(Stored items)
********************
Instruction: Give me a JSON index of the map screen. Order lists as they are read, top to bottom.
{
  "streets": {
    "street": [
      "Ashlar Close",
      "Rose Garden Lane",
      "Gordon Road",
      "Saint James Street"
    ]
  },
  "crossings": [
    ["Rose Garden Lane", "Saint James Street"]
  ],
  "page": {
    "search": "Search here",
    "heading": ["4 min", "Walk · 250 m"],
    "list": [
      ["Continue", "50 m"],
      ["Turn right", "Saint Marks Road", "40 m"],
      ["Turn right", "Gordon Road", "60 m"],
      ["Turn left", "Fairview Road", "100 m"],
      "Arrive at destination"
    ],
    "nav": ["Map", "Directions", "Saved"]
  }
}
********************
▸ **WORK REQUIRED**
Please set down all the data word for word.

▸ **ANSWER SECTION**
Instruction: Give me a JSON index of the map screen. Order lists as they are read, top to bottom.
{
  "streets": {
    "street": [
      "Ashlar Close",
      "Rose Garden Lane",
      "Gordon Road",
      "Saint James Street"
    ]
  },
  "crossings": [
    ["Rose Garden Lane", "Saint James Street"]
  ],
  "page": {
    "search": "Search here",
    "heading": ["4 min", "Walk · 250 m"],
    "list": [
      ["Continue", "50 m"],
      ["Turn right", "Saint Marks Road", "40 m"],
      ["Turn right", "Gordon Road", "60 m"],
      ["Turn left", "Fairview Road", "100 m"],
      "Arrive at destination"
    ],
    "nav": ["Map", "Directions", "Saved"]
  }
}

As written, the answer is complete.